U.S. Rep. Ralph Abraham, left, presents the Distinguished Service Cross to Richard Lafleur and his wife Carrol in commemoration of Richard's uncle Lt. Joseph Lafleur, an Army chaplain who served during WWII, Tuesday, October 17, 2017, at St. Landry Catholic Church in Opelousas, La.

For decades, candidates from north Louisiana dominated in races for the Governor’s Mansion, but since Edwin W. Edwards broke the string, and with the single exception of Buddy Roemer in a splintered field in 1987, a candidate north of the Interstate 10/12 line has not been successful.

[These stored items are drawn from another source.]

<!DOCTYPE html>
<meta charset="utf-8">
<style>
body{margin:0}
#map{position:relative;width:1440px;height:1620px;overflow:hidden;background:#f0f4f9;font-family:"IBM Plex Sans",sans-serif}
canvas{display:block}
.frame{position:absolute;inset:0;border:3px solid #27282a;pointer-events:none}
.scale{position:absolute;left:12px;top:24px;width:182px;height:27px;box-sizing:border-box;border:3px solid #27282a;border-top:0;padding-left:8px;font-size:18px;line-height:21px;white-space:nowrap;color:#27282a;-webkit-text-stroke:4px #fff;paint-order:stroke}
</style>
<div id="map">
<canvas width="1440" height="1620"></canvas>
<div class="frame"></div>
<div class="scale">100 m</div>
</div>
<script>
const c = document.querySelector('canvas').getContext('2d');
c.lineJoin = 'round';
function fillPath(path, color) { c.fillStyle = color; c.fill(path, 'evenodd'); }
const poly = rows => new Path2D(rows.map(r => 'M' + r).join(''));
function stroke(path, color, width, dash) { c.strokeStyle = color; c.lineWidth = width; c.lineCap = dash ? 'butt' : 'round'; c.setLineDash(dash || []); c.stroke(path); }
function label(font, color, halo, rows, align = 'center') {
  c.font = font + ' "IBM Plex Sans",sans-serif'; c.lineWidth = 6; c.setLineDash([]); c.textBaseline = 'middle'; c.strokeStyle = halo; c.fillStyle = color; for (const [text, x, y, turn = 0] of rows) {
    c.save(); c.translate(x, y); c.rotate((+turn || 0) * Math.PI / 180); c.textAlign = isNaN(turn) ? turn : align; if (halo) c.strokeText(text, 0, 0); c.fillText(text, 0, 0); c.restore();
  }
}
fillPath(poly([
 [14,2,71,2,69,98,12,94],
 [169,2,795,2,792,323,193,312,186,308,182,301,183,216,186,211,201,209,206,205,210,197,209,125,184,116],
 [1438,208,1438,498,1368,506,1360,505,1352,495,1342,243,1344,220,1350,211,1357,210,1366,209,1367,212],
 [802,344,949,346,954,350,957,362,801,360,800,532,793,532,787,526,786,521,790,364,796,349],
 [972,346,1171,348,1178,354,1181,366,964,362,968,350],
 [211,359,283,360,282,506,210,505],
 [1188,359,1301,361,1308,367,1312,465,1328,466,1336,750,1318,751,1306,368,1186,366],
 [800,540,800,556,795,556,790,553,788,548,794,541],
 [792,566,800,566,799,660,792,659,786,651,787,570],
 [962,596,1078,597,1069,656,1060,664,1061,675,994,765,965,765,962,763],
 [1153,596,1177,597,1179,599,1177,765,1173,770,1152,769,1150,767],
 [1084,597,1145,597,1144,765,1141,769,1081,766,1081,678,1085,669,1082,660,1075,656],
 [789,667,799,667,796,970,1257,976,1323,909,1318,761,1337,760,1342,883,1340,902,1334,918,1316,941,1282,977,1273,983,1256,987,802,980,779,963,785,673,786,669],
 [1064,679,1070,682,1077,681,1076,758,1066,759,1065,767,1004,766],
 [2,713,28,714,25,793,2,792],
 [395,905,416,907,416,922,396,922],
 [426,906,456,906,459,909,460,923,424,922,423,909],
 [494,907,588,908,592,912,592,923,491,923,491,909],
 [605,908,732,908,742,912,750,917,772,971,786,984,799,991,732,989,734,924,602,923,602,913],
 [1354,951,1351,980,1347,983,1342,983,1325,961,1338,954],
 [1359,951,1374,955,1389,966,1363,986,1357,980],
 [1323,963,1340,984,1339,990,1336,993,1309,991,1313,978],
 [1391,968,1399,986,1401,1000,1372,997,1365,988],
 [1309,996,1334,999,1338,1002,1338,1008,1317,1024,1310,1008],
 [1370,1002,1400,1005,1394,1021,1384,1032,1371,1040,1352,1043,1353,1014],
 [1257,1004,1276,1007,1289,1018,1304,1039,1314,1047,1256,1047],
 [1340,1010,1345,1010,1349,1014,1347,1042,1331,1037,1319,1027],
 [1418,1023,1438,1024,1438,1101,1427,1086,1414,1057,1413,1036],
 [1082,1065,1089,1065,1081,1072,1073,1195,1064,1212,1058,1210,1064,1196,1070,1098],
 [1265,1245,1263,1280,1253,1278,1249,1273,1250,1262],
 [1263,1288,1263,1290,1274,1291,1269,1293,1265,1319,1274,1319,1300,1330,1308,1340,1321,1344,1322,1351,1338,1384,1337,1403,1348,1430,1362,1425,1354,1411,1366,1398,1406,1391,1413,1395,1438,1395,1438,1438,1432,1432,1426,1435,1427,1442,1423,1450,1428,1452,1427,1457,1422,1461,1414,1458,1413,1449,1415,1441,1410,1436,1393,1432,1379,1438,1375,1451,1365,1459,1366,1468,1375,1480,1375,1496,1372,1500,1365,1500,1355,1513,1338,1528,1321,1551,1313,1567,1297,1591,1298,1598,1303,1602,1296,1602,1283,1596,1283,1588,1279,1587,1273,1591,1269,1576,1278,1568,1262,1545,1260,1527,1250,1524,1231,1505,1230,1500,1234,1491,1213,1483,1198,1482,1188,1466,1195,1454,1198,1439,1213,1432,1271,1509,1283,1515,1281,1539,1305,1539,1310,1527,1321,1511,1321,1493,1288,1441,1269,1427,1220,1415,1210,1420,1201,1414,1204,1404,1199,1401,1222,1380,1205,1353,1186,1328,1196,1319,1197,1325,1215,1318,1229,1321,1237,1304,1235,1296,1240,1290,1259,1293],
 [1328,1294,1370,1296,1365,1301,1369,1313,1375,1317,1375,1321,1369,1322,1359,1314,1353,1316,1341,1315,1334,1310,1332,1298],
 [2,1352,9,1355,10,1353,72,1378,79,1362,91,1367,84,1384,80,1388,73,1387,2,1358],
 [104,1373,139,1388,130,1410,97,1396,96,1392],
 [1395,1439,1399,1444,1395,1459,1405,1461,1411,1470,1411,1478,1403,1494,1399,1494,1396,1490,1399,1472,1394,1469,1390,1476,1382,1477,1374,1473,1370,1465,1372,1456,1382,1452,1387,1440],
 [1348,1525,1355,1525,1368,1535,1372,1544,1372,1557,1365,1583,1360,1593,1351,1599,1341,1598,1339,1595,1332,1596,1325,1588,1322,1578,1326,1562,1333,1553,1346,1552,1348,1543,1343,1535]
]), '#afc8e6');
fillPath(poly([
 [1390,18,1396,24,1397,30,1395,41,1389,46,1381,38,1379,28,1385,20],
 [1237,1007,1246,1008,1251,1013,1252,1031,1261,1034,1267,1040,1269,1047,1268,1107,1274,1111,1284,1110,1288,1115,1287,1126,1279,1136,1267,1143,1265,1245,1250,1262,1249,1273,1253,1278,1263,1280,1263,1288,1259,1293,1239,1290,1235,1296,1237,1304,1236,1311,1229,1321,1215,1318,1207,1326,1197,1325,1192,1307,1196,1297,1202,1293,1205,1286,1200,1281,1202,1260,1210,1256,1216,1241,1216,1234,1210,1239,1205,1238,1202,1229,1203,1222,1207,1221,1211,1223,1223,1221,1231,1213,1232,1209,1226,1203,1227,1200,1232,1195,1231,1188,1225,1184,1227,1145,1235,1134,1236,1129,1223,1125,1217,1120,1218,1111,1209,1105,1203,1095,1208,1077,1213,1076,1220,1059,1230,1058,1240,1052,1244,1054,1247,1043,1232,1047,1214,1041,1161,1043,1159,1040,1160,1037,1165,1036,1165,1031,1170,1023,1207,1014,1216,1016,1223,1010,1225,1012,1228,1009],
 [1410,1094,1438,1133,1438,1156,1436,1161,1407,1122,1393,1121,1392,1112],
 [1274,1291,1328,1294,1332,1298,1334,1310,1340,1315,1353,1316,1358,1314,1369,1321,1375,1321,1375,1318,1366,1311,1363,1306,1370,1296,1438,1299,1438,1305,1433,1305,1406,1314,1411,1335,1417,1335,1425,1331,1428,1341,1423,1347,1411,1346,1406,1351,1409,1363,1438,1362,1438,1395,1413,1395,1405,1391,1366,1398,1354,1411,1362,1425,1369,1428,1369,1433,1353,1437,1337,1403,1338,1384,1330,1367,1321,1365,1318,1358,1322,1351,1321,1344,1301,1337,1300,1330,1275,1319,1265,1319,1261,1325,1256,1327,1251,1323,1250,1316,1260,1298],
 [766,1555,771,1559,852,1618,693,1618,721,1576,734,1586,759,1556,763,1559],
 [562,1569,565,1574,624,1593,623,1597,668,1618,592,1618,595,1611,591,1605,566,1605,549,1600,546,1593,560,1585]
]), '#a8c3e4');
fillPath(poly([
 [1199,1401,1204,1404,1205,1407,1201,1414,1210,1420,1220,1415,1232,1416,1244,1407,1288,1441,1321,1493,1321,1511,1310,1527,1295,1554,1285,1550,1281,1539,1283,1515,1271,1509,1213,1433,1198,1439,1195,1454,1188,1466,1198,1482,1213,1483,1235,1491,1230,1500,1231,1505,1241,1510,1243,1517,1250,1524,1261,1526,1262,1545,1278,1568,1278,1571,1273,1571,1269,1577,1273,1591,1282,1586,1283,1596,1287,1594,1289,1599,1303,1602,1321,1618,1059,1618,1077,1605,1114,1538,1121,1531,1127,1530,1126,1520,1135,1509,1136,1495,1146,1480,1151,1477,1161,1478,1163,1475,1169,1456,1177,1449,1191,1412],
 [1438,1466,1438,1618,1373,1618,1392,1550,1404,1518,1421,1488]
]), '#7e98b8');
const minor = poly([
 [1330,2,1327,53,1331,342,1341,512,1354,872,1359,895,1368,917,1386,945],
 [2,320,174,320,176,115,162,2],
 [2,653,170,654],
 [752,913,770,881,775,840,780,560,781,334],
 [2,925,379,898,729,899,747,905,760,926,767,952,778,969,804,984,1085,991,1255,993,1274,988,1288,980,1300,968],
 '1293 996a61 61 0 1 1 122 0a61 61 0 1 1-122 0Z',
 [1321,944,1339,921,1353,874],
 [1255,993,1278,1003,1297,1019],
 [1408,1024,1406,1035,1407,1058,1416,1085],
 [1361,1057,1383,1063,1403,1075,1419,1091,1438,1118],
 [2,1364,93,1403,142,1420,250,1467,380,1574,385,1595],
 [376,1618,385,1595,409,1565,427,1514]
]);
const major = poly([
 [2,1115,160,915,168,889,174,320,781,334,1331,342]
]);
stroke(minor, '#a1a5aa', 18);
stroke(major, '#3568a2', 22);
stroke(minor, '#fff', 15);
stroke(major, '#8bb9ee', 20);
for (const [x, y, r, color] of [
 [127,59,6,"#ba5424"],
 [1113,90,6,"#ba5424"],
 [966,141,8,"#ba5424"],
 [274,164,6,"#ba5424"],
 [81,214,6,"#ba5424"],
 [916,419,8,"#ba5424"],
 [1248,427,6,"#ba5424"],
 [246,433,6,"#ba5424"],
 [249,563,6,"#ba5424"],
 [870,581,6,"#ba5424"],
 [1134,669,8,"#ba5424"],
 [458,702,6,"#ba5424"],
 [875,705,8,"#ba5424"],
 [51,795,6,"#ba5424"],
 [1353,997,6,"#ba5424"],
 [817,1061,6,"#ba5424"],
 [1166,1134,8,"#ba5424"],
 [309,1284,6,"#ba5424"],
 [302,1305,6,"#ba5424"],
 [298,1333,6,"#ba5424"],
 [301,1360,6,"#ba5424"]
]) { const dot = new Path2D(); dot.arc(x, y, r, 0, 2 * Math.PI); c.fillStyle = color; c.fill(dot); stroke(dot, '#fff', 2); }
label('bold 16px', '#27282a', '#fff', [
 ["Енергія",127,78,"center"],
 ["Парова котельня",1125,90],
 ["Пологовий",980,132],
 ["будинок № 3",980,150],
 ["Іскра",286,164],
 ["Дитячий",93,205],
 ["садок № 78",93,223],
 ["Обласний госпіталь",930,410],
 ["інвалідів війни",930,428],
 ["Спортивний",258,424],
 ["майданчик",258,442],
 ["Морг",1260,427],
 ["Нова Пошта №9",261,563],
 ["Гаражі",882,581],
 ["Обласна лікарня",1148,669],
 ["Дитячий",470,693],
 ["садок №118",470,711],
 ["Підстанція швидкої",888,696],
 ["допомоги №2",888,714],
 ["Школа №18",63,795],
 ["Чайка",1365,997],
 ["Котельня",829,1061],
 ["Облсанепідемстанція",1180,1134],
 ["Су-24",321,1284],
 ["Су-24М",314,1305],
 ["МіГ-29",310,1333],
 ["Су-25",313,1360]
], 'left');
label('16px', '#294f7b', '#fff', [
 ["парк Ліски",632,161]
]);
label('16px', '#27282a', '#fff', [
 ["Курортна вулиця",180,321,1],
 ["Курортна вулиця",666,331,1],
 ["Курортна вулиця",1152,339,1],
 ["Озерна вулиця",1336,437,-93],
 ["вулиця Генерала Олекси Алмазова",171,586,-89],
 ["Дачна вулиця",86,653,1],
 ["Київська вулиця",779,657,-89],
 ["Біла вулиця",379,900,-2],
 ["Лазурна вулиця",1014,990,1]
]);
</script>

That reflected population shifts that dramatically reduced the northern parishes’ share of the total vote. With Republican domination of most offices, it is often casually assumed that a candidate like Ralph Abraham will have a solid base of northern parishes for his just-announced race for governor.

Alas for the congressman from rural Alto in the heart of farm and timber country, demographics aren’t that friendly for a statewide race.

While Abraham is popular in his sprawling U.S. House district, almost 35 percent of his constituents are black Democrats, not Republicans. The fact is that, with rare exceptions, they will not be backing the home boy in a general election against Democratic Gov. John Bel Edwards.

Of course, Abraham can more than make up the difference if he strikes a chord with Republican whites elsewhere, so speaking of the race in regional terms may be misleading.